This document covers the CUDA kernel implementations that form the core computational engine of DeepEP’s communication system. These kernels handle token routing, data movement, and synchronization operations across different hardware communication paths.

Kernel Architecture Overview

DeepEP’s CUDA kernels are organized into specialized source files that handle different aspects of MoE communication:

Kernel Module Architecture

Sources: layout.cu1-136 intranode.cu1-806 internode.cu1-1495 internode_ll.cu1-737 runtime.cu1-94

Layout Kernels

The layout.cu file provides token distribution calculations that determine how tokens are routed across ranks and experts:

|Function|Purpose|Template Parameters|

|---|---|---|

|get_dispatch_layout|Calculate token routing statistics|kNumThreads=256, kNumExpertsPerSM=4, kNumRanksPerSM=8|

Layout Kernel Processing

The kernel processes topk_idx arrays to calculate token distribution statistics using shared memory for efficient per-thread counting, then reduces results across threads.

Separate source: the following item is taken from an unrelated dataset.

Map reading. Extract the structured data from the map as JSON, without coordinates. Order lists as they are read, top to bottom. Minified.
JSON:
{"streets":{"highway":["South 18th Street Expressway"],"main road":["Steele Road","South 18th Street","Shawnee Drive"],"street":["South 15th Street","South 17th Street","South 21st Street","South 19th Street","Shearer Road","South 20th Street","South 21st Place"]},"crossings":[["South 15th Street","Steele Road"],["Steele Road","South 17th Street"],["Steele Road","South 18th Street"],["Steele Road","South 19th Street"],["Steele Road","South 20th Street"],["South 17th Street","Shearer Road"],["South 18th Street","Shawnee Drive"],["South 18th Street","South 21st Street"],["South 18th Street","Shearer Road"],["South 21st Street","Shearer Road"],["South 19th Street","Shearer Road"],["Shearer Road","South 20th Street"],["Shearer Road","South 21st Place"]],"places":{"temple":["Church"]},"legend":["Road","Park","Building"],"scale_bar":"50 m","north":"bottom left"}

Sources: layout.cu9-116 layout.cu118-131

Intranode Kernels

The intranode.cu file handles NVLink-based communication within a single node:

|Function|Template Parameters|Purpose|

|---|---|---|

|notify_dispatch|kNumRanks|Setup rank-to-rank token counts and barriers|

|cached_notify_dispatch|kNumRanks|Optimized notify using cached data|

|dispatch|kNumRanks, kNumThreads=768, kNumTMABytesPerWarp=8192|Token scattering via NVLink|

|cached_notify_combine|kNumRanks|Setup combine metadata with send_head|

|combine|dtype_t, kNumRanks, kNumThreads, kNumTMABytesPerWarp|Result aggregation|

Intranode Dispatch Architecture

The dispatch kernel uses even-numbered SMs for sending and odd-numbered SMs for receiving, with TMA acceleration for efficient memory transfers on SM90 hardware.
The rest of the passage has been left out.